Collected data:
---*---

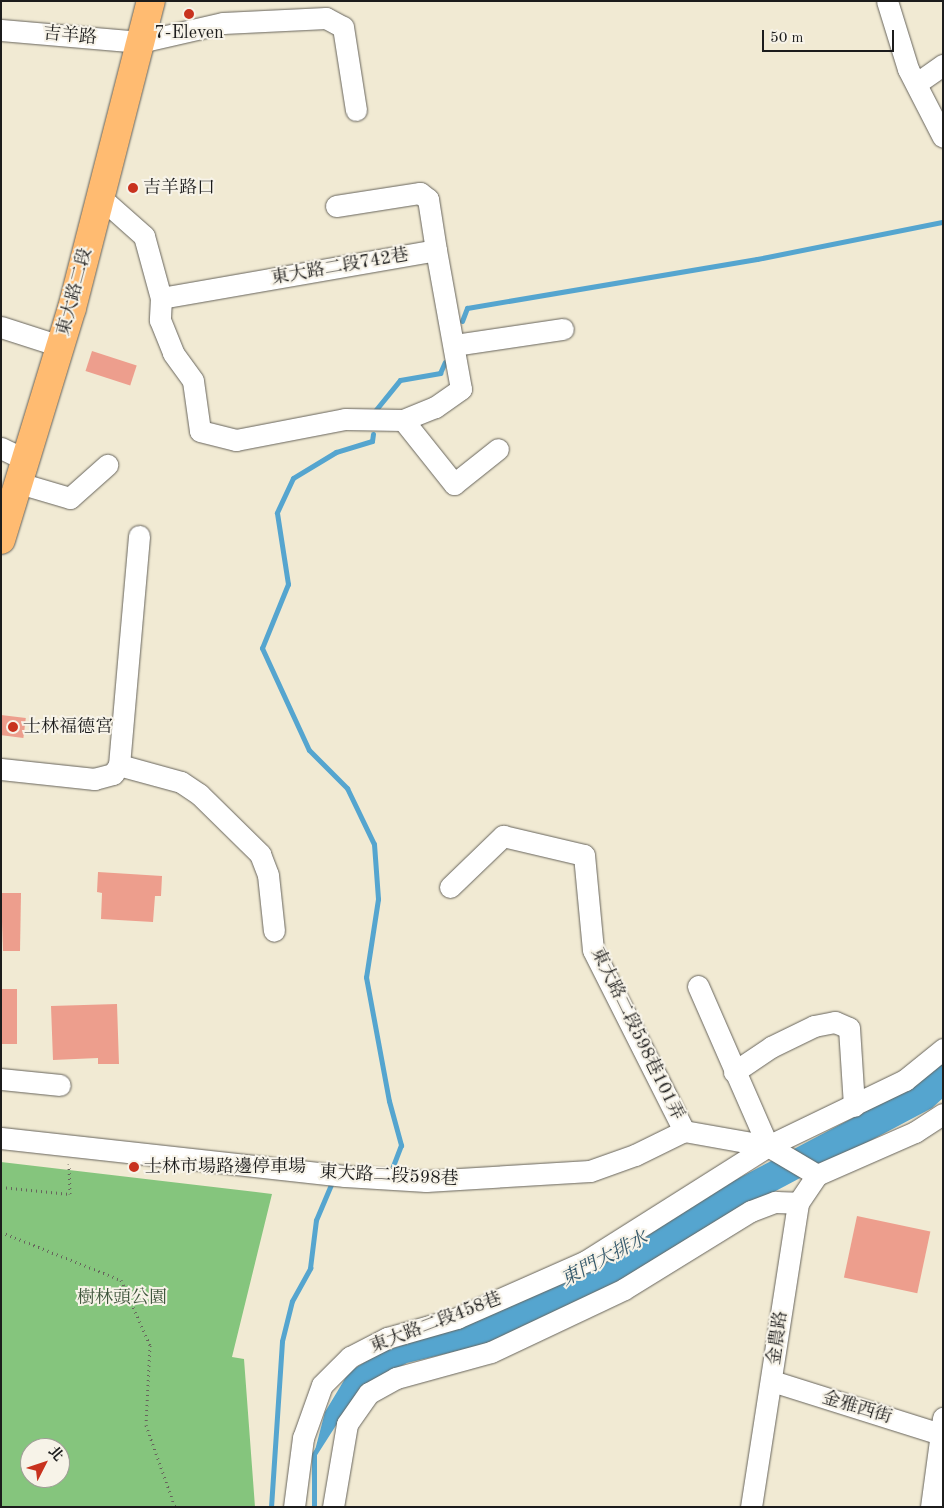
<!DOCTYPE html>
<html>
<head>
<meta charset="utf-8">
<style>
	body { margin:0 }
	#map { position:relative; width:944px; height:1508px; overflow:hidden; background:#f1ead3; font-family:"Old Standard TT","Noto Serif TC",serif }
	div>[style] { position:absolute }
	.green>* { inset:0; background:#85c57d }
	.water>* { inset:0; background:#55a5cf }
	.stream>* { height:5px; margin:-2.5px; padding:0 2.5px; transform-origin:2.5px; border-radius:2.5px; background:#55a5cf }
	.building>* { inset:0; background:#ed9e8d; transform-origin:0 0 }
	.path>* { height:3px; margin-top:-1.5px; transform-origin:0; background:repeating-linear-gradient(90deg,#67645c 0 1px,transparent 0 5px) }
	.roads { filter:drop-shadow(0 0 1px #67645c) drop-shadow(0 0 1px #67645c) }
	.minor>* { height:21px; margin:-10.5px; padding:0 10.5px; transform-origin:10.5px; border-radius:10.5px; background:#fff }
	.major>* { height:28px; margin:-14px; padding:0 14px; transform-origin:14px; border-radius:14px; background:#ffbb71 }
	.dots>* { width:14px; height:14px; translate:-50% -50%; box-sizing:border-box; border:2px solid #f7f3e8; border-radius:50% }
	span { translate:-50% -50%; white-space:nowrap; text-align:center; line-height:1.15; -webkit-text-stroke:4px #f7f3e8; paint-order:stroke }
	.poi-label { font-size:18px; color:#1c1c1c }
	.left { translate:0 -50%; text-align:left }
	.street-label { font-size:18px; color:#1c1c1c }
	.park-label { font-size:18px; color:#41573e }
	.water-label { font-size:19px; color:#365a6d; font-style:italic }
	.frame { position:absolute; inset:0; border:2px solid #1c1c1c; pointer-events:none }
	.north { position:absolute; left:20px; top:1438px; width:50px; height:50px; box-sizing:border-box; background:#f7f3e8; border:1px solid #9f9d96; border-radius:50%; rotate:49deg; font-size:14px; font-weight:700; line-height:20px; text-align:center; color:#1c1c1c }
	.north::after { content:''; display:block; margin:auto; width:18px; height:22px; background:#c8321e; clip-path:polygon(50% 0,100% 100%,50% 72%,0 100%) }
	.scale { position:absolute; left:762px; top:30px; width:132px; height:22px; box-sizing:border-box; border:2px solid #1c1c1c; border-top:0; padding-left:6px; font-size:15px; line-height:18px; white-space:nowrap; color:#1c1c1c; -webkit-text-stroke:4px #f7f3e8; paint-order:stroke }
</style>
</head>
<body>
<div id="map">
	<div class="green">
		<div style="clip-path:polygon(evenodd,1px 1162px,272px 1194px,232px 1357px,244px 1359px,255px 1507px,1px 1507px,1px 1162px,30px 1448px,60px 1448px,60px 1478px,30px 1478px,30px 1448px)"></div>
	</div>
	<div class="water">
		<div style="clip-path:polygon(943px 1059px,943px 1098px,932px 1108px,736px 1212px,599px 1295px,487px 1344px,407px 1363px,355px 1390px,314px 1454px,325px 1412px,349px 1372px,379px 1353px,456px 1327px,900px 1093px)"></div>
	</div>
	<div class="stream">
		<div style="left:462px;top:321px;width:14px;rotate:-69deg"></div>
		<div style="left:467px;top:308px;width:294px;rotate:-9.6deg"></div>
		<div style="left:757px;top:259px;width:190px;rotate:-11.3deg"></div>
		<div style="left:374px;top:412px;width:41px;rotate:-50.9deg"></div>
		<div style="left:400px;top:380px;width:41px;rotate:-9.9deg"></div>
		<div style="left:440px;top:373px;width:12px;rotate:-66deg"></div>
		<div style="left:373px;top:434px;width:7px;rotate:98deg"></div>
		<div style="left:372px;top:441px;width:38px;rotate:163deg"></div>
		<div style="left:336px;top:452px;width:50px;rotate:148.8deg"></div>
		<div style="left:293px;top:478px;width:38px;rotate:115deg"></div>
		<div style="left:277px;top:513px;width:72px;rotate:81.2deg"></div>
		<div style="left:288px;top:584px;width:69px;rotate:112.1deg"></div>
		<div style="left:262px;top:648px;width:112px;rotate:65.3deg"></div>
		<div style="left:309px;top:750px;width:54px;rotate:45deg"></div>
		<div style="left:347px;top:788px;width:62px;rotate:64.3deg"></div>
		<div style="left:374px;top:844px;width:55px;rotate:85.8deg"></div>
		<div style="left:378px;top:899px;width:79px;rotate:98.7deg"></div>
		<div style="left:366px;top:977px;width:126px;rotate:79.5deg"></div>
		<div style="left:389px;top:1101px;width:46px;rotate:74.7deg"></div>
		<div style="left:401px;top:1145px;width:22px;rotate:111deg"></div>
		<div style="left:271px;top:1507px;width:166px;rotate:-86.2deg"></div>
		<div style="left:282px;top:1341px;width:41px;rotate:-76deg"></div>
		<div style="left:292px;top:1301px;width:38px;rotate:-61deg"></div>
		<div style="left:310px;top:1268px;width:48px;rotate:-82.9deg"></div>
		<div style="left:316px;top:1220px;width:39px;rotate:-67deg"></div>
		<div style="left:314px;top:1507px;width:53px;rotate:-90deg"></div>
		<div style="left:314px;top:1454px;width:82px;rotate:-57.5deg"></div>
	</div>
	<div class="building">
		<div style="left:92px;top:351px;width:47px;height:21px;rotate:18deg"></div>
		<div style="left:1px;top:715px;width:25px;height:20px;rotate:7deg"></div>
		<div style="clip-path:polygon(98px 872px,162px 876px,161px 896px,155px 896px,153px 922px,101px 919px,102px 893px,97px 892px)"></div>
		<div style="clip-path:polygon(1px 893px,21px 893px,20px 951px,3px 951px)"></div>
		<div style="left:1px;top:989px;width:16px;height:55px"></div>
		<div style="clip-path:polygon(117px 1004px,119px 1064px,98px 1064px,98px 1058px,53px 1060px,51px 1006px)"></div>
		<div style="left:857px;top:1216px;width:75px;height:63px;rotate:12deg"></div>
	</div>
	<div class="path">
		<div style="left:1px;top:1187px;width:69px;rotate:5.8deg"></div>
		<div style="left:70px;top:1194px;width:30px;rotate:-92deg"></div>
		<div style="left:1px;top:1232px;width:129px;rotate:21.8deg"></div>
		<div style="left:121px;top:1280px;width:71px;rotate:66deg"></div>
		<div style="left:150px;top:1345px;width:80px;rotate:92.9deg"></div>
		<div style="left:146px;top:1425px;width:87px;rotate:70.5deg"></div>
	</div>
	<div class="roads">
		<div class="minor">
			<div style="left:887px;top:1px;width:71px;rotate:72.8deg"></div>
			<div style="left:908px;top:69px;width:76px;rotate:62.8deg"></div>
			<div style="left:1px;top:30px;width:140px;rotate:4.9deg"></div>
			<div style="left:140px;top:42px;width:85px;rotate:-12.9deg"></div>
			<div style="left:223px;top:23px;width:103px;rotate:-2.8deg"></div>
			<div style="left:326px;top:18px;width:19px;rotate:28deg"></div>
			<div style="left:343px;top:27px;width:84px;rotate:81.1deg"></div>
			<div style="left:917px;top:83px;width:32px;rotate:-35deg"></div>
			<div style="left:100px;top:197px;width:59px;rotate:41.6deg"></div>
			<div style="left:144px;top:236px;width:64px;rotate:74.7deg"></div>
			<div style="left:161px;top:298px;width:279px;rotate:-9.9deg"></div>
			<div style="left:436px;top:250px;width:141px;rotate:79.8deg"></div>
			<div style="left:461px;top:389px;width:32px;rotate:145deg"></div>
			<div style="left:435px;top:407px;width:35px;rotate:158deg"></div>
			<div style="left:336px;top:206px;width:85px;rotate:-8.8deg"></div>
			<div style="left:420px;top:193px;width:10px;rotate:37deg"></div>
			<div style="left:428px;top:199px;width:52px;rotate:81.1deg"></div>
			<div style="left:161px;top:298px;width:22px;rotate:93deg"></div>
			<div style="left:160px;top:320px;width:35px;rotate:68deg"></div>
			<div style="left:173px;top:353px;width:34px;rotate:54deg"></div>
			<div style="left:193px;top:381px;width:50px;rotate:82deg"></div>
			<div style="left:200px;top:431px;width:37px;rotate:14deg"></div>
			<div style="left:236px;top:440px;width:111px;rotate:-10.9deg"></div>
			<div style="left:345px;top:419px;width:58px;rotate:1deg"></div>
			<div style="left:403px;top:420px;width:82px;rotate:51.4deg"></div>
			<div style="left:454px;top:484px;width:56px;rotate:-38.5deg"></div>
			<div style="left:1px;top:327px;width:62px;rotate:17.9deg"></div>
			<div style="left:454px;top:345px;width:110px;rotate:-8.4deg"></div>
			<div style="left:1px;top:448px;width:28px;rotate:26deg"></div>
			<div style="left:19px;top:483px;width:53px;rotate:16.4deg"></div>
			<div style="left:70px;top:498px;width:50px;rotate:-41.7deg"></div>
			<div style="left:119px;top:765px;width:230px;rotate:-85deg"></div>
			<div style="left:1px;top:769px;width:94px;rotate:6.1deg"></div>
			<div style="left:94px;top:779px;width:20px;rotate:-15deg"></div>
			<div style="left:113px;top:774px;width:11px;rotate:-56deg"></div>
			<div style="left:119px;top:765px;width:64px;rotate:15.3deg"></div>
			<div style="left:181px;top:782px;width:22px;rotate:34deg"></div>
			<div style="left:199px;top:794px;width:86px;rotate:44.5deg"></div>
			<div style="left:260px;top:854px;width:22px;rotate:69deg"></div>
			<div style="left:268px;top:875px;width:56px;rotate:83.9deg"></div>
			<div style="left:450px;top:887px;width:74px;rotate:-43.9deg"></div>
			<div style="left:503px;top:836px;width:83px;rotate:13.2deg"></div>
			<div style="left:584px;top:855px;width:95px;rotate:84.6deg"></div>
			<div style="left:593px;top:950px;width:203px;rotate:63.3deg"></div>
			<div style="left:698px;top:986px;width:175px;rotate:66.4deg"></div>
			<div style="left:734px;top:1072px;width:45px;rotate:-34deg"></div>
			<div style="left:771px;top:1047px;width:48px;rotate:-26deg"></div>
			<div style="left:814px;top:1026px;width:21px;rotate:-11deg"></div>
			<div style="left:835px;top:1022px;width:15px;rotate:23deg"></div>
			<div style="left:849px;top:1028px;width:78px;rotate:86.3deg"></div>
			<div style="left:1px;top:1079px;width:59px;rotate:5.8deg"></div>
			<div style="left:1px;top:1138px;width:346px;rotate:6.3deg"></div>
			<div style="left:345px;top:1176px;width:81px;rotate:3.5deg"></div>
			<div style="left:426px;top:1181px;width:164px;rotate:-3.5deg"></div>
			<div style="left:590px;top:1171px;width:48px;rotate:-19.6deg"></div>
			<div style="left:635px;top:1155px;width:55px;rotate:-26.1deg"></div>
			<div style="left:684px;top:1131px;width:85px;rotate:10.1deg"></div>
			<div style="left:768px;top:1146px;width:57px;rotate:30.6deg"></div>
			<div style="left:772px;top:1381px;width:179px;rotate:17.5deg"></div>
			<div style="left:294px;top:1507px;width:70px;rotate:-82.6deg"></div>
			<div style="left:303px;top:1438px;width:56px;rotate:-70.3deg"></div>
			<div style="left:322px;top:1385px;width:40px;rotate:-45deg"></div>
			<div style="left:350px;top:1357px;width:42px;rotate:-27.2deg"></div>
			<div style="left:387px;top:1338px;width:73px;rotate:-15.9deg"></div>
			<div style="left:457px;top:1318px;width:141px;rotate:-23.8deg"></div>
			<div style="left:586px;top:1261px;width:215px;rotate:-32.3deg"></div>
			<div style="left:768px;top:1146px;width:152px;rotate:-25.7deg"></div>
			<div style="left:905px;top:1080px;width:49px;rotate:-39.2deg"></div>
			<div style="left:333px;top:1507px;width:84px;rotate:-80.4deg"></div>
			<div style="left:347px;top:1424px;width:38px;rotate:-55deg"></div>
			<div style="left:369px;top:1393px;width:31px;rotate:-29deg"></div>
			<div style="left:396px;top:1378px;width:98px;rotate:-15.3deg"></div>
			<div style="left:491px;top:1352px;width:147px;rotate:-25.3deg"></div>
			<div style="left:624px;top:1289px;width:149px;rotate:-31.6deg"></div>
			<div style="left:751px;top:1211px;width:26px;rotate:-21deg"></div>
			<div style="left:775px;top:1202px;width:23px;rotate:2deg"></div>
			<div style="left:751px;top:1507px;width:308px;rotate:-81.2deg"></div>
			<div style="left:798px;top:1203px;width:34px;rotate:-56deg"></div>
			<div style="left:817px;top:1175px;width:107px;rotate:-23.7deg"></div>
			<div style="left:915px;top:1132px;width:33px;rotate:-33deg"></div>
			<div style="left:931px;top:1507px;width:90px;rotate:-82.3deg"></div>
		</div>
		<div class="major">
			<div style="left:1px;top:540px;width:243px;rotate:-73deg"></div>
			<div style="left:72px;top:308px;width:317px;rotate:-75.6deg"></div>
		</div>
	</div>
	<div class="dots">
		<div style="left:189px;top:14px;background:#c8321e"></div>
		<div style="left:133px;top:188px;background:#c8321e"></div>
		<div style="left:13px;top:727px;background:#c8321e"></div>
		<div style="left:134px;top:1167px;background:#c8321e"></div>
	</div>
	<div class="poi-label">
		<span style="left:189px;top:33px">7-Eleven</span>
		<span class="left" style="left:143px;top:188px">吉羊路口</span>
		<span class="left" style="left:23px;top:727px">士林福德宮</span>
		<span class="left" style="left:144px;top:1167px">士林市場路邊停車場</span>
	</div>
	<div class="street-label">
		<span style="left:70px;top:36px;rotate:5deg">吉羊路</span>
		<span style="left:340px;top:267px;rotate:-10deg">東大路二段742巷</span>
		<span style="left:75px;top:292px;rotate:-75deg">東大路二段</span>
		<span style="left:637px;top:1034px;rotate:64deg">東大路二段598巷101弄</span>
		<span style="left:389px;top:1176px;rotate:3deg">東大路二段598巷</span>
		<span style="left:436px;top:1323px;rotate:-21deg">東大路二段458巷</span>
		<span style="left:778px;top:1338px;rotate:-82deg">金農路</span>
		<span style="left:857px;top:1408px;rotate:17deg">金雅西街</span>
	</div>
	<div class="park-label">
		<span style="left:122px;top:1298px">樹林頭公園</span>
	</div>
	<div class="water-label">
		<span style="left:605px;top:1260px;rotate:-28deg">東門大排水</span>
	</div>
	<div class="frame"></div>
	<div class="north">北</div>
	<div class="scale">50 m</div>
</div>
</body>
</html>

---*---

EXERCISE AIM:
Identify the lines above that contain the word "stream", then copy them.

SOLVED PROBLEM:
	.stream>* { height:5px; margin:-2.5px; padding:0 2.5px; transform-origin:2.5px; border-radius:2.5px; background:#55a5cf }
	<div class="stream">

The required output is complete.